Attorneys and advocates contacted by the Star-Advertiser lauded the court staff and judges for doing what they can with limited resources to address the congestion problem.
“The judges are busting their butts, and the staffs are working really hard,” said attorney Greg Frey of Coates & Frey, a divorce and family law firm.
To make the process more efficient, “our attitude is to think about how we can be as creative as we can,” said Judge R. Mark Browning, the 1st Circuit’s chief judge.
Asked whether he was satisfied with the current state of affairs, he said, “We’re never satisfied with the status quo.”
Browning said judges take seriously the trust the public places on the courts to ensure the judicial process is fair and timely. “None of us take that lightly at all,” he added. “It’s a responsibility we feel deeply.”
To help address the heavy caseloads, the Judiciary in recent years has sought with mixed success additional state funding from the Legislature.
“I think there’s widespread agreement that the courts are not adequately resourced,” said Nanci Kreidman, chief executive officer of the Domestic Violence Advocacy Center.
‘Just too many cases’
To a certain degree, court congestion always will exist.
Deciding how many cases — especially the more plentiful ones, such as misdemeanors — to place on a court calendar is an inexact science. It is usually not known ahead of time whether both sides will be ready to proceed, precisely how much time each case will take or whether unforeseen complications will surface. Calendars have to be padded to allow for unpredictability and flexibility.
Still, some say the Oahu backlog has worsened in recent years as caseloads have grown in number and complexity.
“There are just too many cases and too few courtrooms,” said state Public Defender Jack Tonaki.
Yet the number of misdemeanor domestic violence cases that have been dismissed because of Rule 48, the speedy-trial requirement, has fallen dramatically.
In 2013 there were about 190 Rule 48 dismissals, according to the auditor’s report. By last year the total had dropped to only three, prosecutors say.
What is not reflected in those numbers, prosecutors add, is that dismissals now are coming before the Rule 48 deadline, with judges citing other reasons.
Tiffany Kaeo, team captain for the prosecutor’s domestic violence felony division, recalled a recent case in which a mother and her minor son, the victim, came to court three times for the setting of a trial date. Each time, the case was continued for another month, including twice because of court congestion.
On the fourth hearing, the son and mother, who was a witness, didn’t show up. Because of their absence, the prosecution wasn’t ready to proceed, and the case was dismissed.
“It’s just an example of how taxing the system can be for our victims and witnesses,” Kaeo said.

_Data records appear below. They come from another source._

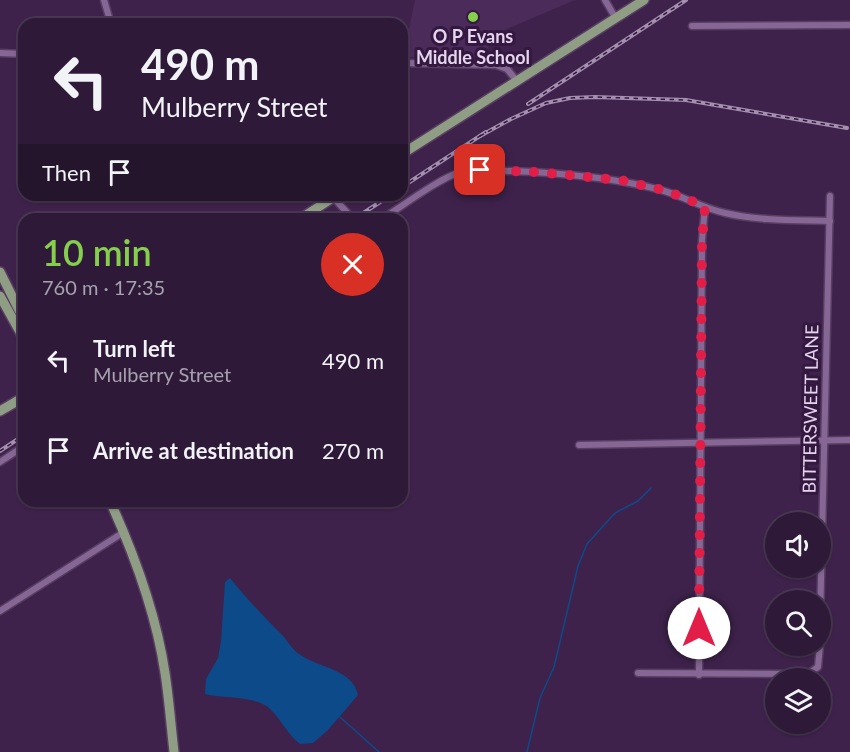 <!DOCTYPE html>
<meta charset="utf-8">
<style>
:root{--surface:#2e1a38;--page:#3a2743;--text:#f1f3f6;--muted:#a7a1ae;--line:#493853;--accent:#85cf4c}
body{margin:0;font-family:Lato,sans-serif;background:var(--page);color:var(--text);height:100vh;display:flex;flex-direction:column;font-size:22px;white-space:nowrap}
*{box-sizing:border-box;margin:0}
p{font-size:20px;color:var(--muted)}
.icon{flex:none;width:33px;height:33px;fill:none;stroke:currentColor;stroke-width:2;stroke-linecap:round;stroke-linejoin:round}
.map{position:relative;flex:1;overflow:hidden}
.side{position:absolute;left:18px;top:213px;width:390px;height:294px;display:flex;flex-direction:column;background:var(--surface);border-radius:18px;box-shadow:0 2px 4px #0004,0 0 0 2px var(--line)}
.side>*{flex:none}
.banner{position:absolute;left:18px;top:18px;width:390px;height:183px;border-radius:18px;box-shadow:0 2px 4px #0004,0 0 0 2px var(--line);background:#2e1a38;color:var(--text);overflow:hidden}
.buttons{position:absolute;left:765px;top:512px;display:grid;gap:12px}
.buttons a{display:grid;place-items:center;width:66px;height:66px;border-radius:50%;background:var(--surface);box-shadow:0 2px 4px #0004,0 0 0 2px var(--line);font-size:30px}
.pin{position:absolute;display:grid;place-items:center;width:51px;height:51px;color:#fff;margin:-26px;border-radius:12px;box-shadow:0 3px 9px #0006}
.me{position:absolute;width:66px;margin:-33px;rotate:0deg;stroke-linejoin:round;filter:drop-shadow(0 0 4px #0008)}
.turn{display:flex;align-items:center;gap:21px;height:126px;padding:0 24px;font-size:27px}
.turn .icon{width:78px;height:78px;stroke-width:2.5}
.turn b{display:block;font-size:42px;line-height:51px}
.then{display:flex;align-items:center;height:57px;padding:0 24px;background:#0003;gap:12px;font-size:22px}
.round{display:grid;place-items:center;flex:none;width:63px;height:63px;border-radius:32px;background:var(--page)}
.head{display:flex;align-items:center;justify-content:space-between;height:102px;padding:0 24px}
h1{font-size:36px;font-weight:600;line-height:45px;color:var(--accent)}
ul{padding:0;list-style:none}
li{display:flex;align-items:center;gap:18px;height:90px;padding:0 24px}
li div{flex:1}
li b{display:block;font-size:22px}
li em{font-style:normal}
.map>svg:first-child{display:block}
</style>
<div class="map">
<svg width="850" height="752" viewBox="0 0 850 752">
<rect width="100%" height="100%" fill="#3e224b"/>
<!-- built -->
<path fill="#4b2b5a" d="M415 0H575L495 34 483 58 403 57Z"/>
<!-- water -->
<path fill="#0c4a8a" d="M230 578C247 599 265 618 284 637 289 643 293 650 299 654 318 668 353 669 358 695L328 730 313 743 300 744C287 734 281 719 269 708 253 695 224 699 205 694L206 679 218 658 221 641 225 582Z"/>
<g fill="none" stroke-linecap="round" stroke-linejoin="round">
<!-- stream -->
<g stroke="#0c4a8a" stroke-width="1.5">
<path d="M340 717 379 752"/>
<path d="M527 752 540 698 554 667 578 566 587 544 615 513 638 501 651 488"/>
</g>
<!-- minor casing -->
<g stroke="#573e61" stroke-width="9">
<g id="minor">
<path d="M104 0 111 24"/>
<path d="M605 0 615 17"/>
<path d="M692 26 850 25"/>
<path d="M0 53 24 54"/>
<path d="M402 63 496 65 507 69 517 81"/>
<path d="M331 195 353 219"/>
<path d="M382 219C401 207 441 177 461 172 477 168 495 171 511 171 561 173 612 177 661 190 683 196 702 208 725 213 759 221 795 220 830 221"/>
<path d="M579 445 850 440"/>
<path d="M0 462 24 446"/>
<path d="M0 611 124 532"/>
<path d="M820 623 830 196"/>
<path d="M638 673 808 674 818 667 820 645"/>
<path d="M699 675 702 240 705 207"/>
</g>
</g>
<!-- primary casing -->
<g stroke="#573e61" stroke-width="12">
<g id="primary">
<path d="M402 154 644 0"/>
<path d="M300 219 337 195"/>
<path d="M0 272 24 320"/>
<path d="M0 296 24 339"/>
<path d="M0 411 24 397"/>
<path d="M110 501C135 556 156 613 165 673 169 699 171 726 174 752"/>
</g>
</g>
<!-- minor -->
<use href="#minor" stroke="#856694" stroke-width="6"/>
<!-- primary -->
<use href="#primary" stroke="#8f9d84" stroke-width="9"/>
<!-- rail casing -->
<g stroke="#a48faf" stroke-width="4">
<g id="rail">
<path d="M528 104 686 0"/>
<path d="M480 136 511 119 546 103 570 98 595 97 686 100 847 128"/>
<path d="M402 187 486 132"/>
<path d="M354 219 391 195"/>
<path d="M0 451 24 435"/>
</g>
</g>
<!-- rail -->
<use href="#rail" stroke="#341840" stroke-width="1.5" stroke-dasharray="4.5" stroke-linecap="butt"/>
</g>
<g fill="none" stroke-linecap="round" stroke-linejoin="round">
<!-- route -->
<path stroke="#e11d48" stroke-width="10" stroke-dasharray="0 18" d="M480 170 535 172 620 180 663 190 685 198 705 207 702 240 699 628"/>
</g>
<!-- markers -->
<circle fill="#85cf4c" stroke="#341840" stroke-width="2" cx="473" cy="17" r="6"/>
<g text-anchor="middle" stroke-width="6" stroke-linejoin="round" paint-order="stroke">
<!-- poi labels -->
<g font-size="18" font-weight="bold" fill="#e5d4ee" stroke="#341840">
<text x="473" y="43">O P Evans<tspan x="473" dy="21">Middle School</tspan></text>
</g>
<!-- street labels -->
<g font-size="18" fill="#e5d4ee" stroke="#341840">
<text transform="translate(811 409) rotate(-89)" y="6">BITTERSWEET LANE</text>
</g>
</g>
</svg>
<div class="buttons">
<a><svg class="icon" aria-label="sound" viewBox="0 0 24 24"><path d="M4 9h4l5-4v14l-5-4H4zM17 9q2 3 0 6"/></svg></a>
<a><svg class="icon" aria-label="search" viewBox="0 0 24 24"><circle cx="10" cy="10" r="6"/><path d="M15 15l6 6"/></svg></a>
<a><svg class="icon" aria-label="layers" viewBox="0 0 24 24"><path d="M12 4l9 5-9 5-9-5zM3 14l9 5 9-5"/></svg></a>
</div>
<div class="pin" style="left:480px;top:170px;background:#d93025"><svg class="icon" aria-label="arrive" viewBox="0 0 24 24"><path d="M6 21V4h12l-3 4 3 4H6"/></svg></div>
<svg class="me" style="left:699px;top:628px" viewBox="-20 -20 40 40"><circle r="19" fill="#fff"/><path d="M0-13L10 11 0 6-10 11z" fill="#e11d48"/></svg>
<div class="banner">
<div class="turn"><svg class="icon" aria-label="left" viewBox="0 0 24 24"><path d="M17 20v-9H6M10 6l-5 5 5 5"/></svg><div><b>490 m</b>Mulberry Street</div></div>
<div class="then">Then<svg class="icon" aria-label="arrive" viewBox="0 0 24 24"><path d="M6 21V4h12l-3 4 3 4H6"/></svg></div>
</div>
<section class="side">
<div class="head"><div><h1>10 min</h1><p>760 m · 17:35</p></div><a class="round" style="background:#d93025;color:#fff"><svg class="icon" aria-label="close" viewBox="0 0 24 24"><path d="M6 6l12 12M18 6L6 18"/></svg></a></div>
<ul>
<li><svg class="icon" aria-label="left" viewBox="0 0 24 24"><path d="M17 20v-9H6M10 6l-5 5 5 5"/></svg><div><b>Turn left</b><p>Mulberry Street</p></div><em>490 m</em></li>
<li><svg class="icon" aria-label="arrive" viewBox="0 0 24 24"><path d="M6 21V4h12l-3 4 3 4H6"/></svg><div><b>Arrive at destination</b></div><em>270 m</em></li>
</ul>
</section>
</div>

Private attorneys report similar frustrations with the TRO calendar in Family Court in Kapolei. They describe going there with clients, waiting up to several hours and then finding out that the cases are continued for another month.
Even though a TRO already is in place, the hours waiting are unproductive and cost clients money, the attorneys said.
“Parties end up going to court multiple times, spend inordinate amounts of time waiting, and as a result, their legal fees become prohibitive,” attorney Lynne McGivern wrote in an email. She noted, however, that the judges are good about setting aside trial time when the cases eventually are heard.
O’Brien, the psychologist, knows the feeling of being in limbo after repeated court delays.
Her TRO case was continued four times before she and her husband agreed to a protective order. The felony case against him by prosecutors has been continued eight times so far, partly because the two sides were negotiating a plea deal.
“I know everybody is doing the best they can,” O’Brien said. “It just makes me feel hopeless. I feel frozen inside, like I’m just holding on and waiting for something to work.”